I loved this film. I even arm-twisted my two pre-teen/teenaged daughters to go with me. For the closing scene I left my chair, went to the back and cried, even though I knew what was coming.
The acting, the sets/props, the cinematography were all outstanding, sometimes brilliant. The only problem was the script--Curley's wife was softened, made into a victim instead of Steinbeck's brilliantly conceived and rendered cruel, cynical female villain. All that work, the craft, sweat and tears it took for him to create her, mutilated for the sake of profit.
But this is nothing new. Every stage and screen interpretation of OMM has done the same thing. Why? Money, of course. Women make up the majority of moviegoers (and an even larger majority of movie-going decision-making). What producer has the courage to offend a predominately female audience?
Well, American BEAUTY didn't do so badly.

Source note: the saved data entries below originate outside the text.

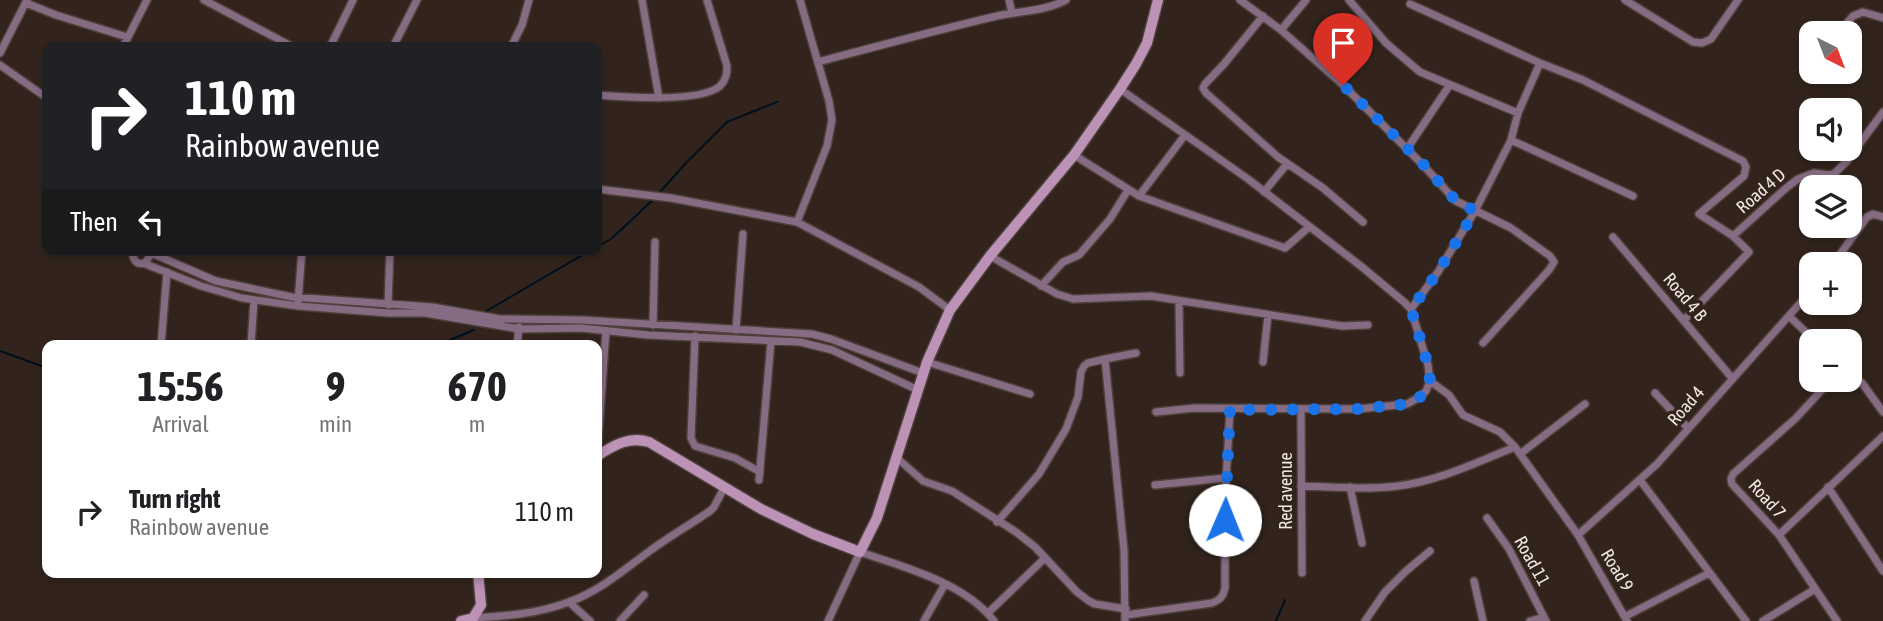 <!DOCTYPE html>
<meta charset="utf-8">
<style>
body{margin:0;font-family:"Asap Condensed",sans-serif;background:#f6f6f6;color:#202124;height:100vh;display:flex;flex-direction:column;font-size:26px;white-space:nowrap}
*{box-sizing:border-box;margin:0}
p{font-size:23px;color:#757577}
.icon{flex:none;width:38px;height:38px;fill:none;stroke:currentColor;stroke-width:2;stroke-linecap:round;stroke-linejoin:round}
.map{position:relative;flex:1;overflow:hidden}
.sheet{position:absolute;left:42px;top:340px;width:560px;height:238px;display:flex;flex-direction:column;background:#fff;border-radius:14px;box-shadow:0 4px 10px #0003}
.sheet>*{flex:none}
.banner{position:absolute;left:42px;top:42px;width:560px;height:214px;border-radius:14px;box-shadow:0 4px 10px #0003;background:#202124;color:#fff;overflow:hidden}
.needle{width:46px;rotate:138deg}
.fabs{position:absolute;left:1799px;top:21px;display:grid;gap:14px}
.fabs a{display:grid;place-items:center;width:63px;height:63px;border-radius:14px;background:#fff;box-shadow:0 4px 10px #0003;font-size:35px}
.pin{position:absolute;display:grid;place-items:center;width:60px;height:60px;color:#fff;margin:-72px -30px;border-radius:50% 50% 50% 0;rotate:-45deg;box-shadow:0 0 7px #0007}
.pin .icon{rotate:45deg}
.me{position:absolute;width:77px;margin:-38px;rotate:1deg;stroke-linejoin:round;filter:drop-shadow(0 0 5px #0008)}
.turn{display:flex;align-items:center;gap:24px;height:147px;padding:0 28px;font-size:32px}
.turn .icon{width:91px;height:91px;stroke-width:2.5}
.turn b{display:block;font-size:49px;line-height:60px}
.then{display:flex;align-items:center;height:66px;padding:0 28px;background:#0003;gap:14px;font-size:26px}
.eta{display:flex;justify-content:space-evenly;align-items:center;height:119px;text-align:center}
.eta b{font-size:42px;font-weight:700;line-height:49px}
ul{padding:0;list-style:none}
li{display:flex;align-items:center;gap:21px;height:105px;padding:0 28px}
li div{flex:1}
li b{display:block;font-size:26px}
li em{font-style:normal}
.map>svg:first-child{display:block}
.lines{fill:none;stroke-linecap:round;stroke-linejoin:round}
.stream{stroke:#000f1c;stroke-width:2}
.street-casing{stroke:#4d3f39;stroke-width:10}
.secondary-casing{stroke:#4d3f39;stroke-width:13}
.street{stroke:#866c83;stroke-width:7}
.secondary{stroke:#bc93b7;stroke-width:10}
.route{stroke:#1a73e8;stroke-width:12;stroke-dasharray:0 21.6}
.labels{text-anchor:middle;stroke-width:7;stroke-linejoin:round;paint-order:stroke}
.street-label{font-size:18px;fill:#f2e8e3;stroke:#32241d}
</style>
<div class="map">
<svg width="1883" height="621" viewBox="0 0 1883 621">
<rect width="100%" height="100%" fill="#32241d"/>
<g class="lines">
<path class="stream" d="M658,194L685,164L727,122L777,102
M597,247L611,239L655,198
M483,313L591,250
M438,345L474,330
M0,351L47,368
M1276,621L1285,600"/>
<defs>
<path id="street" d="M204,0L293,47
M642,0L659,98
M1009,0L1012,13
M1240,0L1281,30L1343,85L1423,165L1456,201L1511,228L1550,256L1554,262L1549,270L1483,343
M1349,0L1386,43L1420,72L1518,113
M1625,0L1693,42L1702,43L1711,39L1738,0
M26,3L56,15L127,37
M1410,4L1540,63L1583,80L1743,161L1746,167L1744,176L1699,214L1733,236L1749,252L1684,320
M1263,16L1224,64L1205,84L1203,88L1206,93L1278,157L1323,188L1363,222
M1281,30L1306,0
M1838,33L1853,16L1863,12L1883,18
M123,47L147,0
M330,47L353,0
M393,47L417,0
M511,47L522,25L529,0
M0,53L27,0
M818,62C878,46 937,30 997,16C1019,11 1046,11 1066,0
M0,65L47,98
M1807,72L1811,66
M1120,89L1248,179L1362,267L1404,302L1411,309L1428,365L1430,381L1426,391L1420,397L1407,404L1358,409L1194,408L1156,412
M597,95C622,97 701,103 720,86C726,80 727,74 727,66L707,0
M1511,140L1633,196
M1407,149L1449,86
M1074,155L1139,196L1285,248L1309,227
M597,189L671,198L797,222L919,287L950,310
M1264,192L1287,164
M1139,196L1185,135
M797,222L827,146L832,120L829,101L800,0
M1733,236L1786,188L1798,179L1814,173L1829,175L1834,174L1847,161L1883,112
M1613,237L1732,378
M133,250C130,268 152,268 149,250
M149,252L216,281L292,297L432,307L500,319L582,320L812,334L831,339L923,373
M990,256L1057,294L1073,299L1151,296L1342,326L1368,325
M143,263L201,286L242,298L298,306L388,313H425L519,329L581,328L648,335L800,342L832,350L918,390
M1833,264L1867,217L1873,214L1883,217
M1041,286L1063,262L1079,255L1110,219L1128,190
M1179,301L1180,373
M298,302L302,250
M388,305L390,250
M1411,309L1438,272L1475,211L1511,140L1518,113L1540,63
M1789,316L1815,341
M653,325L655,242
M736,330L743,234
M695,336L691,438L695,446L735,458L760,472
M161,345L167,272
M251,345L254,300
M517,345L519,327
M1105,359L1124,550L1125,621
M927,362L1030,394
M1263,362L1268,315
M1850,374L1862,383L1883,412
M1831,380L1796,418L1733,474L1731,479L1732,484L1779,535L1837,621
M1430,381L1449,395L1463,415L1500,432L1515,447L1578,535L1627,621
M1655,393L1688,428
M1301,410L1302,573
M598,442L606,331
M1520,454L1585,404
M897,458L923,481L952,491L1016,532L1035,547L1077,592L1089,601L1095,604L1126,609
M759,480L771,341
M1640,480L1746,621
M1155,485L1226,478
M1301,486C1333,487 1366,490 1398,486C1439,481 1477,462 1515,447
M1350,487L1362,543
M1828,487L1883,571
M1487,518L1509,549L1546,621
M997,522L1039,474L1066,429L1078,397L1081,372L1084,366L1088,363L1105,359L1136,353
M1578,535L1657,464L1811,291
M1779,535L1883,436
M1474,581L1483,621
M569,602L590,621
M988,613L1045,558
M1126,615L1212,603C1220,600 1223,597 1225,588V498L1230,410
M1626,616L1709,573
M473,618C506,616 537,614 569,602C600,591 625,569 651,550C670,536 691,524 710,511L714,507L724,488
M620,621L644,595
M828,621L860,552C904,567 965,583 994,621
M924,621L945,584
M1365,621L1385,592L1406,571L1430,551
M1530,621L1544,617
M1763,621L1815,589"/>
<path id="secondary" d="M597,456C614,445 629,436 649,442L761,509L813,534L860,552L877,518L927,362L950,310L990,256L1074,155L1120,89L1136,64L1147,43L1158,0
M461,621L473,618L481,605L478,572"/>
</defs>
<use href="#street" class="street-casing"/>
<use href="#secondary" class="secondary-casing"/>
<use href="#street" class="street"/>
<use href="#secondary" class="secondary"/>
</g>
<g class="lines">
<path class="route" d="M1225,520L1230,410L1358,409L1407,404L1420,397L1426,391L1430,381L1428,365L1411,309L1438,272L1475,211L1456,201L1423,164L1343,85"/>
</g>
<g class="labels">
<g class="street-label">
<text transform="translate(1761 191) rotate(-41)" y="6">Road 4 D</text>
<text transform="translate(1685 297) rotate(50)" y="6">Road 4 B</text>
<text transform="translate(1686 406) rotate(-49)" y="6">Road 4</text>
<text transform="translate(1286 491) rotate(-90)" y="6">Red avenue</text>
<text transform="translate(1767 499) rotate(48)" y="6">Road 7</text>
<text transform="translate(1532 561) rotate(61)" y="6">Road 11</text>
<text transform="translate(1617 570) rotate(59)" y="6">Road 9</text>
</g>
</g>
</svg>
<div class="fabs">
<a><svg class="needle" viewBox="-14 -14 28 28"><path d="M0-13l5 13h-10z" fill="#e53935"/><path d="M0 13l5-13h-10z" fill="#757577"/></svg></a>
<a><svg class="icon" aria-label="sound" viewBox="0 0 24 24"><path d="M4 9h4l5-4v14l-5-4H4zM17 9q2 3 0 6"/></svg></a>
<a><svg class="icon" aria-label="layers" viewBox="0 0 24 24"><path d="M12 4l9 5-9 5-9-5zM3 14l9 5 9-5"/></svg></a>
<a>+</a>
<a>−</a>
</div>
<div class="pin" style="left:1343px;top:85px;background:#d93025"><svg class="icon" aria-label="arrive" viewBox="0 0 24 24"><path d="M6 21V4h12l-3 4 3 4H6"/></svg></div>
<svg class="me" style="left:1225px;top:520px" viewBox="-20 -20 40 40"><circle r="19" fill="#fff"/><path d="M0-13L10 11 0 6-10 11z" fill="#1a73e8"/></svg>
<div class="banner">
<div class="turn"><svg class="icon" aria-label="right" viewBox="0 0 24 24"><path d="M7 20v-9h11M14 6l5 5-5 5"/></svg><div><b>110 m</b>Rainbow avenue</div></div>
<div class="then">Then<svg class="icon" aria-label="left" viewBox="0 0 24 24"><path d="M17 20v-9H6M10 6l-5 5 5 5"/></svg></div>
</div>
<section class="sheet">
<div class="eta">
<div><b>15:56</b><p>Arrival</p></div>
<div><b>9</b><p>min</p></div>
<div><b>670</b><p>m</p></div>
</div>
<ul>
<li><svg class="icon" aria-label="right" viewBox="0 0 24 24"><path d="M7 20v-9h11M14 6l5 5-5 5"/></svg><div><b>Turn right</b><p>Rainbow avenue</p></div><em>110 m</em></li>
</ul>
</section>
</div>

It is well known that Elaine Steinbeck lobbied John to allow the Curley's wife character to be softened. She was trained in theater. She wanted the stage and film versions to be a "success."
Well, just once I'd like to see Curley's wife depicted just as John created her. Especially the scene where she barges in to Crooks' room and calls him "N****" repeatedly and threatens him with lynching.
It's cultural self-deception to pretend that women can't be just as nasty as men. Are all you producers cowards or what?
(Kudos to Ken Wales and Jane Seymour for going the distance with EAST OF EDEN!)